Data from the first-in-human study of Tricares SAS Topaz transcatheter tricuspid valve replacement (TTVR) system, showed it significantly reduced tricuspid regurgitation (TR) in patients treated with the device. The early clinical data at 30 days demonstrated that all patients implanted with Topaz were at a TR grade ‘none’ (0+) or ‘mild’ (1+) following the procedure.

Medtronic plc revealed data at the EuroPCR conference which showed there was a significant, safe and sustained blood pressure reduction in patients treated with its Spyral renal denervation system who meet European recommended guidelines criteria over a three-year period.
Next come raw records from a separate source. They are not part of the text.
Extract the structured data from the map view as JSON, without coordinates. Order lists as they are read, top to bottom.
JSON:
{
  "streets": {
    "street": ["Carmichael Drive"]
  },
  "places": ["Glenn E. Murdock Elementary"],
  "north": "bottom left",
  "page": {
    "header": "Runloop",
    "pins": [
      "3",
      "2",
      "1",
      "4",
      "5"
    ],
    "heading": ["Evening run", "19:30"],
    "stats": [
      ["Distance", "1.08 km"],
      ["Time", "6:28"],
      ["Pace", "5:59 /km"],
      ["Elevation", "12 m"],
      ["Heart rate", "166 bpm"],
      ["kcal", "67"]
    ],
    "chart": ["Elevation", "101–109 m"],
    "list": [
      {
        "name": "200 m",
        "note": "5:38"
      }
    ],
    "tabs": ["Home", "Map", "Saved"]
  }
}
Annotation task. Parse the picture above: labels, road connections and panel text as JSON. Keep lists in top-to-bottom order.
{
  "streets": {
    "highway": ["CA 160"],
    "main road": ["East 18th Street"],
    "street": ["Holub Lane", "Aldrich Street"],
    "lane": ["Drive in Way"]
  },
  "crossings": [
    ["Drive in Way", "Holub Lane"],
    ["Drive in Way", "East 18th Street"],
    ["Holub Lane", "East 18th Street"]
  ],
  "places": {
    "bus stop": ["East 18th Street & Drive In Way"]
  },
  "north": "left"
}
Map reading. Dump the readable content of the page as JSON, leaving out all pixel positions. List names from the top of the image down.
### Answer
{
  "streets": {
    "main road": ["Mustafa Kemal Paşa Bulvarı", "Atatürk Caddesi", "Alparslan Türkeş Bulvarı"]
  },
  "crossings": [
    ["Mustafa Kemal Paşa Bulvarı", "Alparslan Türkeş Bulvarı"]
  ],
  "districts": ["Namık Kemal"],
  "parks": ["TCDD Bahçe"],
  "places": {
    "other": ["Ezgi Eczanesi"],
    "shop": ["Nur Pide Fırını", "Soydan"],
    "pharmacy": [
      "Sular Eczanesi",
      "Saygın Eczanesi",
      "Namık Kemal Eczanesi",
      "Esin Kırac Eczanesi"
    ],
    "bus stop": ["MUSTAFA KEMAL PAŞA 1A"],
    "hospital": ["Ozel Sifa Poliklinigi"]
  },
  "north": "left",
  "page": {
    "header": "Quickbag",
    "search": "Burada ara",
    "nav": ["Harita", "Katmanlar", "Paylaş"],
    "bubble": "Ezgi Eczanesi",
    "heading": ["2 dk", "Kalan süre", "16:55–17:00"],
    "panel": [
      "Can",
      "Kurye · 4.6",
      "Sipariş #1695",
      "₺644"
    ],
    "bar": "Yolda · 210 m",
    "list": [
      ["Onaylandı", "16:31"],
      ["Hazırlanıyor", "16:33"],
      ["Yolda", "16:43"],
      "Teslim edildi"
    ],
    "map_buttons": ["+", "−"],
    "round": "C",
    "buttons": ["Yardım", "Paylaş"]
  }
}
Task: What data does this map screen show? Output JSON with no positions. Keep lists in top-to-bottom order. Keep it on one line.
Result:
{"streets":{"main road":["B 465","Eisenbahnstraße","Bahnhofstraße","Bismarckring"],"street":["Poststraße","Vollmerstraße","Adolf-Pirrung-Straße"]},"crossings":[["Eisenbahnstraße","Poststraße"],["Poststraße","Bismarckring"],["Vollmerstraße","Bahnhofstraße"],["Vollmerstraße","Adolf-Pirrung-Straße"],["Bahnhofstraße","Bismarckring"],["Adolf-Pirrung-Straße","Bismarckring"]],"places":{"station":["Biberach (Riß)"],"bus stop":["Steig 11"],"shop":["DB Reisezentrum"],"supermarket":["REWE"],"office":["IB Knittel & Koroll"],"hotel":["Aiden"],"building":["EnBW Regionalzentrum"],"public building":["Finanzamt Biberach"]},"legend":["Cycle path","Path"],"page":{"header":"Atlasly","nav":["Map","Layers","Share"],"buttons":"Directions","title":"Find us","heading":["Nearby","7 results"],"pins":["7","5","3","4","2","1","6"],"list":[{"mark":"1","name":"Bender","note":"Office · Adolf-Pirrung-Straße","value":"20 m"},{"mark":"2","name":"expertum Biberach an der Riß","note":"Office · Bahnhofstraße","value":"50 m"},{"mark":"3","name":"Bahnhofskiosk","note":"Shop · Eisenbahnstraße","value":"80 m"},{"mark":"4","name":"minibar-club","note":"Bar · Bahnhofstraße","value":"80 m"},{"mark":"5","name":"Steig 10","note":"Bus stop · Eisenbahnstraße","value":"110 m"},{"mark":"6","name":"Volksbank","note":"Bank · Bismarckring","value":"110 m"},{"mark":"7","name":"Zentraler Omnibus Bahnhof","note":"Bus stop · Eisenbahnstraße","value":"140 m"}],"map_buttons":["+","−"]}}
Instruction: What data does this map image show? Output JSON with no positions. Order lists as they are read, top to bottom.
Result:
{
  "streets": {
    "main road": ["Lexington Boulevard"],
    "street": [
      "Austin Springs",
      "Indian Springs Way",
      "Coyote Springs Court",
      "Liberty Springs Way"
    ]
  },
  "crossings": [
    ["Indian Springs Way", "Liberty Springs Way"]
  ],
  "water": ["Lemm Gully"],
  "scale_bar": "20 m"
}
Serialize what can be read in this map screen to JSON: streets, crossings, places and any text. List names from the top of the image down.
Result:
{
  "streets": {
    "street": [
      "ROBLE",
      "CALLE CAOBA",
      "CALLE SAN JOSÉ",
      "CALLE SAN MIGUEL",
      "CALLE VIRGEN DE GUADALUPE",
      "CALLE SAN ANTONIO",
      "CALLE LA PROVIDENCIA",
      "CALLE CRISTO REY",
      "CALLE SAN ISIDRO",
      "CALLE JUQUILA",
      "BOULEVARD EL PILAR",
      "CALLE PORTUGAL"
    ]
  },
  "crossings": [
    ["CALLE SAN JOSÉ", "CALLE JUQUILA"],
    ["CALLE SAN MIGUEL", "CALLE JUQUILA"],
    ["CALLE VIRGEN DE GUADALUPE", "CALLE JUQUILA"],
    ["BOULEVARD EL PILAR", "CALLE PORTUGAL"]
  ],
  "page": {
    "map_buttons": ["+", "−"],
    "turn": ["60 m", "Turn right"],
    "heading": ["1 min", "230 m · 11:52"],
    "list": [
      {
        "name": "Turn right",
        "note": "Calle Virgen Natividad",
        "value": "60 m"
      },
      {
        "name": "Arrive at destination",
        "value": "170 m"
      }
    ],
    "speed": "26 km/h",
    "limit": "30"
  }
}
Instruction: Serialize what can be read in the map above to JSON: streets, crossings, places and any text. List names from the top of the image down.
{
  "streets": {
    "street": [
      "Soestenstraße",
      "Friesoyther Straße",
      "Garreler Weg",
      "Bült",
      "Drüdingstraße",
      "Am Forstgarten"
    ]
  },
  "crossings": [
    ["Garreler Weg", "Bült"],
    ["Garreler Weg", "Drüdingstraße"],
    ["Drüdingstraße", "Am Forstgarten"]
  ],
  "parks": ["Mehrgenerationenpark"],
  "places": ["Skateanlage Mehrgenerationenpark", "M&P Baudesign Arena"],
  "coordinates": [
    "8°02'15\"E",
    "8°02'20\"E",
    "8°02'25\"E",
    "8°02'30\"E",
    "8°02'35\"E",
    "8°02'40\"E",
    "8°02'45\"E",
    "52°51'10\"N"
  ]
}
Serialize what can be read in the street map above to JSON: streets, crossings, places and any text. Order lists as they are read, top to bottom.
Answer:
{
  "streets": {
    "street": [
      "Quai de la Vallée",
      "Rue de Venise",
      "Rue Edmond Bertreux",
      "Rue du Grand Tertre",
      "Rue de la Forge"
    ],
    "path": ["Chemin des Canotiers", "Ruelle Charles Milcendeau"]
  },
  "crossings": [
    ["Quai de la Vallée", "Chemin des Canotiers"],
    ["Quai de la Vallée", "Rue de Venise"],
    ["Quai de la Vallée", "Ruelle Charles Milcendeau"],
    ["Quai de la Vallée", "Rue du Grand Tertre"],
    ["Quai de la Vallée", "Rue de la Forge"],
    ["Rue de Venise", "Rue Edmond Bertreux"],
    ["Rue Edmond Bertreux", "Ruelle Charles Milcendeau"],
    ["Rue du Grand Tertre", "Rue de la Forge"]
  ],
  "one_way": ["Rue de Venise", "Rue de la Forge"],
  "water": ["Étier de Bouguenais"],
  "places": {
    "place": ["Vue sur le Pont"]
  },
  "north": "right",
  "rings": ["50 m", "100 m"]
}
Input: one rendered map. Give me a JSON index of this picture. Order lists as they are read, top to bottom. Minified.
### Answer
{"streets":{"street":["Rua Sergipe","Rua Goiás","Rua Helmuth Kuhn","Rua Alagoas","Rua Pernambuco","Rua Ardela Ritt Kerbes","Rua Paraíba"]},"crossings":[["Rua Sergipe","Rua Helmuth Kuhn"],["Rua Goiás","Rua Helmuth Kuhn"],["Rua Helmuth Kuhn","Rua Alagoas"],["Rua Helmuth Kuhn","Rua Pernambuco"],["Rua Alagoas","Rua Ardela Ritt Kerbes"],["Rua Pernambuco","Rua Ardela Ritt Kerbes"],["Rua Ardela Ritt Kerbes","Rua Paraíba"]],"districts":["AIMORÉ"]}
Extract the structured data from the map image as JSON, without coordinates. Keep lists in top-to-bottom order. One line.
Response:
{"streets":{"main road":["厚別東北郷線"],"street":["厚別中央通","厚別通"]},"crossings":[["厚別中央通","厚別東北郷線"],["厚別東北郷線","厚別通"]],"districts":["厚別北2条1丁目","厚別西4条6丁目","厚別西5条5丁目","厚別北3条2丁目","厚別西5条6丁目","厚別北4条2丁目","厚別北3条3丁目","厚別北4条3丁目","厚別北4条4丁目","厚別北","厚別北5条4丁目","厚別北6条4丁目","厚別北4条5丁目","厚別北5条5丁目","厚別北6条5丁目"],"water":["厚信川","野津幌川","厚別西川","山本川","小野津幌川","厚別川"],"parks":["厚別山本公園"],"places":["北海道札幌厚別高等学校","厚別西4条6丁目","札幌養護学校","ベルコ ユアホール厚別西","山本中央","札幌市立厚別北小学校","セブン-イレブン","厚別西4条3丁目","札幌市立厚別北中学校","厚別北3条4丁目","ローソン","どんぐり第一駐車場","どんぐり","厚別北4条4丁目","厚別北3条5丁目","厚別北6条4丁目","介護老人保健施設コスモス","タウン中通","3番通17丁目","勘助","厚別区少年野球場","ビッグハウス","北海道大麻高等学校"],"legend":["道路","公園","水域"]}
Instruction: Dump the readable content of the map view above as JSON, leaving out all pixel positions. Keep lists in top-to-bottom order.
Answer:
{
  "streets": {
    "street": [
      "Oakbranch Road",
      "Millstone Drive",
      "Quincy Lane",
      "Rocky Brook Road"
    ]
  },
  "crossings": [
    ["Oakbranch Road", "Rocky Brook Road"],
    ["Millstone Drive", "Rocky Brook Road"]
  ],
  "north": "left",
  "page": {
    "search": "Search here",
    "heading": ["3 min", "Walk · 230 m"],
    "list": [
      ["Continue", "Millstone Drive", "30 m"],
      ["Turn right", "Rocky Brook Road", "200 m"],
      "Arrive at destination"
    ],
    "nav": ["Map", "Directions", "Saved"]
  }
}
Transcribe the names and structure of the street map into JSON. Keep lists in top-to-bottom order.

Three-year data from Elixir Medical Corp.’s Bioadaptor randomized controlled trial showed that patients with coronary artery disease treated with its Dynamx coronary drug-eluting bioadaptor system continued to see lower adverse events rates compared to those treated with Medtronic plc’s Resolute Onyx drug-eluting stent .

The U.K. Medicines and Health Care Products Regulatory Agency posted a draft guidance on the use of real-world evidence to serve as a control arm for clinical trials.

Shockwave Medical Inc., a unit of Johnson & Johnson Medtech, reported positive 30-day results from the EMPOWER CAD trial, which used its intravascular lithotripsy system in women with complex, calcified coronary artery disease. The results from the first prospective, real-world percutaneous coronary intervention study in female patients confirmed the benefit of coronary patients as seen in other retrospective analyses.

Mirroring results reported in a phase IIb study, Apnimed Inc.’s first of two pivotal trials testing AD-109 as an oral therapy in obstructive sleep apnea hit primary and secondary endpoints. Should similar findings emerge from a second phase III trial, expected to read out in a couple of months, the privately held firm anticipates a U.S. NDA filing in early 2026.

Rebrain SAS's Optimmri platform received European Medical Device Regulation CE mark certification to enable surgeons to identify areas of interest in the brain during deep brain stimulation procedures for Parkinson's disease and essential tremor.

A low-intensity transcranial ultrasound stimulation device, developed by Sonomind SAS, was proven to be safe and effective in treating patients suffering from drug-resistant depression. The results of a study published in Brain Stimulation showed a 61% reduction in the depressive symptoms of patients treated with the device over a five-day period, with no serious adverse events.

The promise of mesenchymal stem cells (MSCs) to heal heart disease could be around the corner thanks to a new delivery method tested by regenerative medicine company Cynata Therapeutics Ltd.

Oncosil Medical Ltd.’s brachytherapy device outperformed stereotactic body radiation therapy plus chemotherapy in patients with unresectable or borderline-resectable locally advanced pancreatic cancer, according to a comparative analysis.